Concrete example: loading the 144 pages of the EU AI Act into ChatGPT to ask whether a specific finance use case is high-risk. ChatGPT chunks and retrieves — fast, but can miss clauses that need to be read in combination. The same document in Gemini 3 or Claude Opus 4.5 with full context: fully ingested, precise article-and-paragraph citations.

Three questions for every finance question you ask AI

Which context does the model need to answer this question correctly? Chart of accounts? KPI definition? Current balances? Prior commentary?
Is that context already in the model (general knowledge) or do I need to add it?
If I add it, do I pick flat context (paste), documents (upload), RAG (search a large source), or a live accounting integration?

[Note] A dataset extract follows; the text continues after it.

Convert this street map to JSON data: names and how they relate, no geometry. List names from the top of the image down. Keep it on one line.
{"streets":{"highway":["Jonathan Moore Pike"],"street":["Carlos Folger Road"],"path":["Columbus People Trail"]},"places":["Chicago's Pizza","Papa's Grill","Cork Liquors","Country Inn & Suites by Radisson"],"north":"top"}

Anyone asking these questions explicitly before the prompt eliminates 80% of hallucination risks. The remaining 20% is a matter of reading the output carefully and verifying numbers.

The moment you add context, you're sending finance data to the model. Who receives that data and what happens depends on the platform and the tier.

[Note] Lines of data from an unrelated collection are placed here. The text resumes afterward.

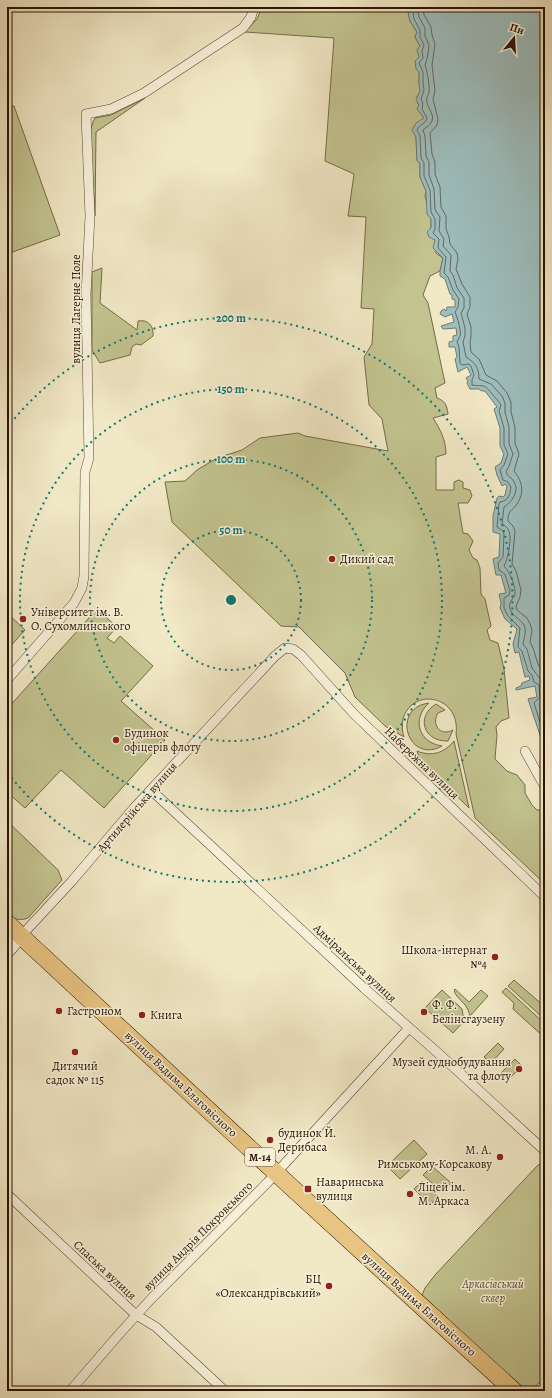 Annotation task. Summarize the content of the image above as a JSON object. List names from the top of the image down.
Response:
{
  "streets": {
    "highway": ["вулиця Вадима Благовісного", "М-14"],
    "street": [
      "вулиця Лагерне Поле",
      "Набережна вулиця",
      "Артилерійська вулиця",
      "Адміральська вулиця",
      "вулиця Андрія Покровського",
      "Спаська вулиця"
    ]
  },
  "crossings": [
    ["Набережна вулиця", "Артилерійська вулиця"],
    ["Артилерійська вулиця", "Адміральська вулиця"],
    ["Артилерійська вулиця", "вулиця Вадима Благовісного"],
    ["Адміральська вулиця", "вулиця Андрія Покровського"],
    ["вулиця Вадима Благовісного", "вулиця Андрія Покровського"],
    ["вулиця Андрія Покровського", "Спаська вулиця"]
  ],
  "parks": ["Аркасівський сквер"],
  "places": {
    "other": [
      "Дикий сад",
      "Університет ім. В. О. Сухомлинського",
      "Будинок офіцерів флоту",
      "Школа-інтернат №4",
      "Гастроном",
      "Ф. Ф. Белінсгаузену",
      "Книга",
      "Дитячий садок № 115",
      "Музей суднобудування та флоту",
      "будинок Й. Дерибаса",
      "М. А. Римському-Корсакову",
      "Ліцей ім. М. Аркаса",
      "БЦ «Олександрівський»"
    ],
    "transit": ["Наваринська вулиця"]
  },
  "north": "top",
  "rings": [
    "200 m",
    "150 m",
    "100 m",
    "50 m"
  ]
} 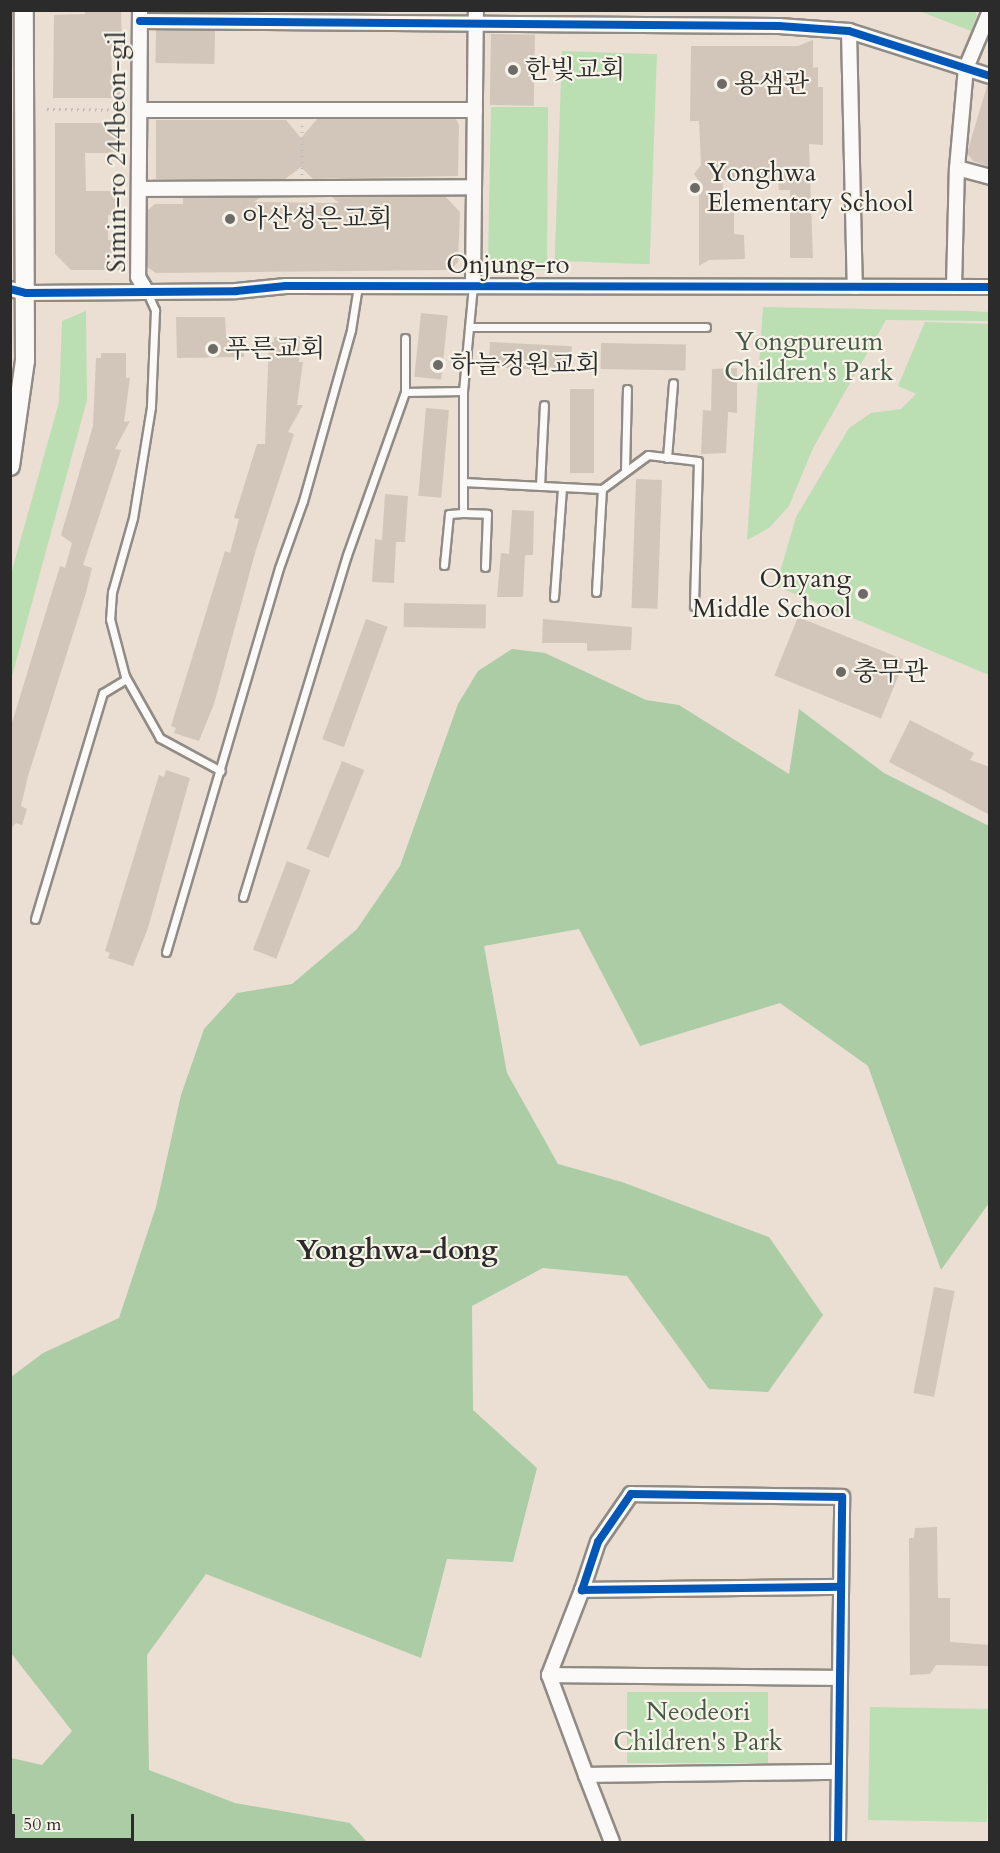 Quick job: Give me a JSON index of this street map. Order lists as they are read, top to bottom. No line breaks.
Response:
{"streets":{"street":["Simin-ro 244beon-gil","Onjung-ro"]},"crossings":[["Simin-ro 244beon-gil","Onjung-ro"]],"districts":["Yonghwa-dong"],"parks":["Yongpureum Children's Park","Neodeori Children's Park"],"places":["한빛교회","용샘관","Yonghwa Elementary School","아산성은교회","푸른교회","하늘정원교회","Onyang Middle School","충무관"],"scale_bar":"50 m"}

Consumer ChatGPT and Claude.ai: conversations are kept by default, possibly used for product improvement. For finance data with customer names or numbers, almost never an acceptable route.
OpenAI API and Anthropic API: zero data retention for business customers. Suitable for your own applications.
Claude Enterprise, ChatGPT Enterprise/Team, Microsoft Copilot for Business: contractual guarantees, data residency, audit logs. Suitable for most finance contexts — with a DPA and with attention to settings like Flex Routing in Copilot.
Saldus embedded: everything on customer-owned infrastructure. No data leaves the tenant. For the most sensitive finance context (M&A, salary-level, healthcare clients).

Concrete: uploading a client's ledger into a consumer ChatGPT account is a data leak under most client contracts. The same file in a Claude Enterprise environment is just work. The rule isn't "no AI with client numbers," it's "AI with client numbers only in the right tier."

Audit-grade perspective

Context choices belong in audit evidence: per AI answer it must be reconstructable which context was supplied (which version of the chart of accounts, which KPI definition, which balance from which period). Build this in as a logging requirement, not an option. An AI answer without a context trace is, for finance work that matters, the equivalent of an Excel formula without source references — technically correct but audit-unusable.

Saldus in practice

Saldus is built around context engineering specifically for finance: the Tenant Context Pack supplies chart of accounts, KPI definitions, period policy, and accounting semantics to every agent per tenant; the MCP layer pulls current numbers live from Exact; and per answer, the context source and version used are logged. This doesn't free the team from building the context (chart of accounts has to be clean, KPI definitions have to be right) — it makes sure the context discipline happens in a structured way instead of ad hoc.